ENEM 2009 - O indivíduo frente à ética nacional
Enviada em 11/08/2020
A teoria de Gaia, da bióloga Lynn Margulis, frisa que o funcionamento do planeta Terra é resultado das ações de todos os indivíduos nele habitantes. De maneira análoga a natureza, funciona a política, dependendo das ações individuais que, ao serem cruzadas, determinam a qualidade de vida de uma sociedade. No Brasil, entretanto, a ética disturbada de alguns indivíduos, sobretudo daqueles que são agentes na manutenção do patrimônio financeiro público, quebram o ciclo de cooperação social e determinam por intermédio de influência um padrão ético brasileiro trapaceiro.

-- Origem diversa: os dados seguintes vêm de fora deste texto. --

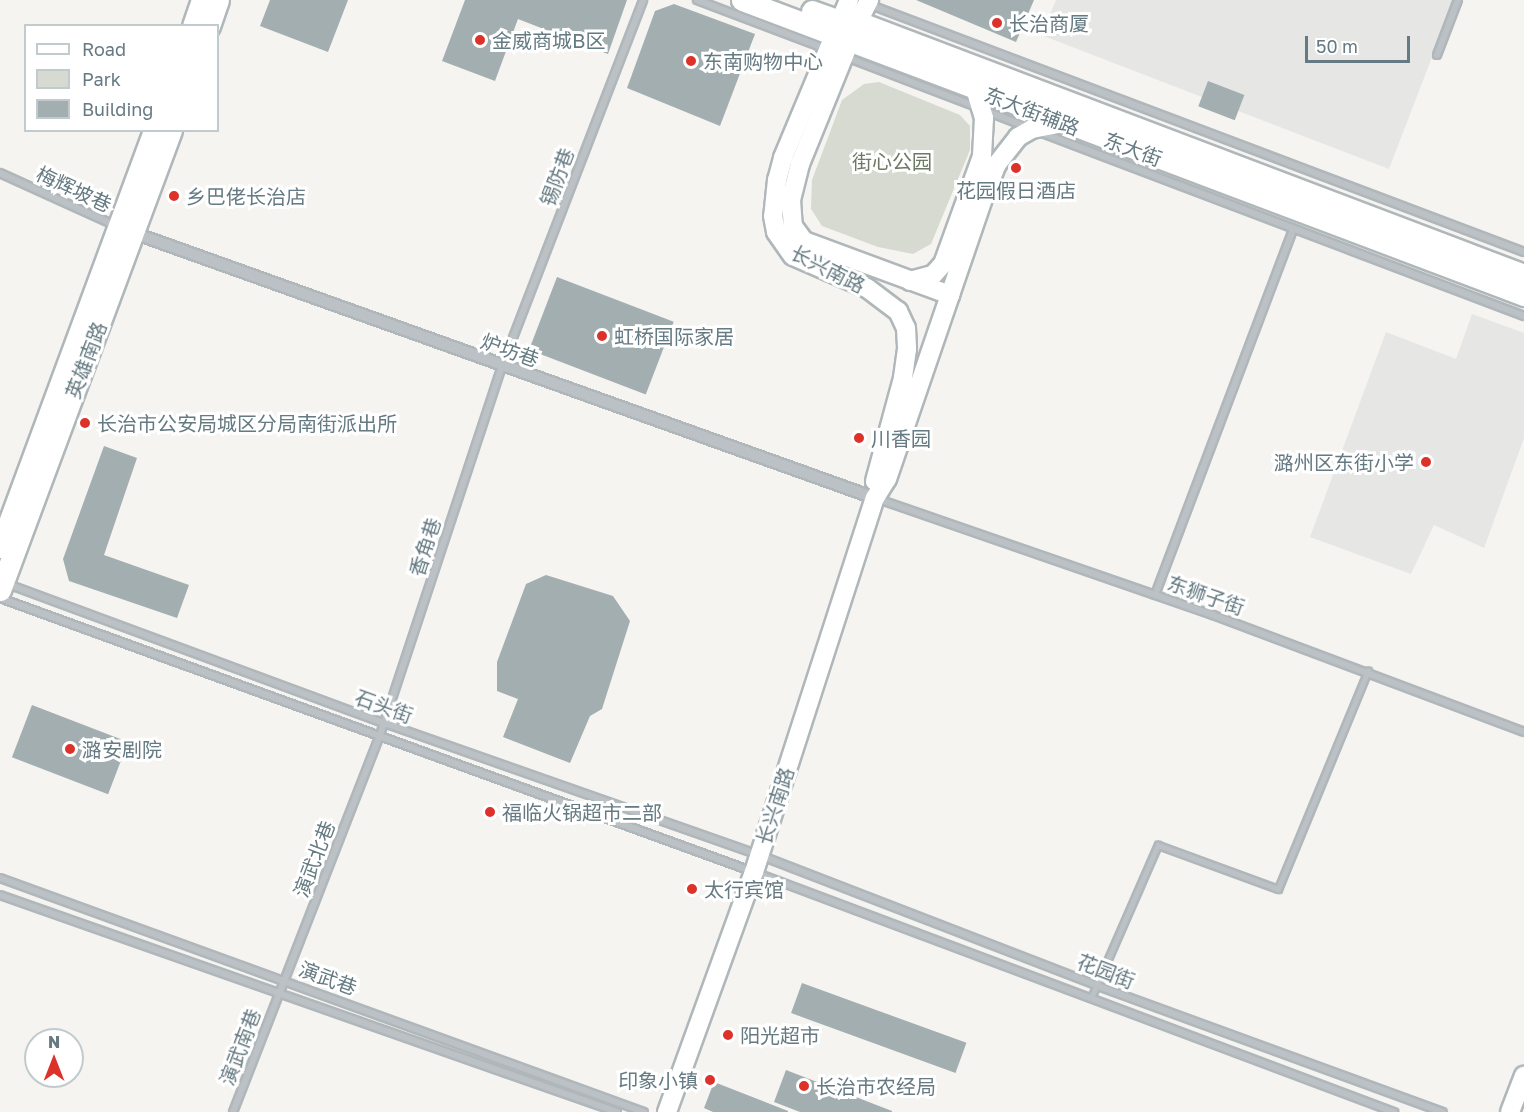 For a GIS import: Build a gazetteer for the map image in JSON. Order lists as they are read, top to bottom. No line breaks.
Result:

Em primeiro plano, o Brasil é um país conhecido por riquezas, provenientes da abundância de matérias primas, que certamente garantiriam boa qualidade de vida à população. Nesse cenário, a ética dos indivíduos que seguem a carreira política, responsáveis pelos investimentos sociais, é chave para o funcionamento do estado. Porém, ao analisar as disparidades sociais, raciais e financeiras existentes no Brasil, conclui-se que estas são reflexo da falta de ética, que, acarreta a corrupção e escândalos de desvio de patrimônio público. Assim, aqueles que deveriam ser responsáveis pela prosperidade social brasileira acabam prejudicando a população.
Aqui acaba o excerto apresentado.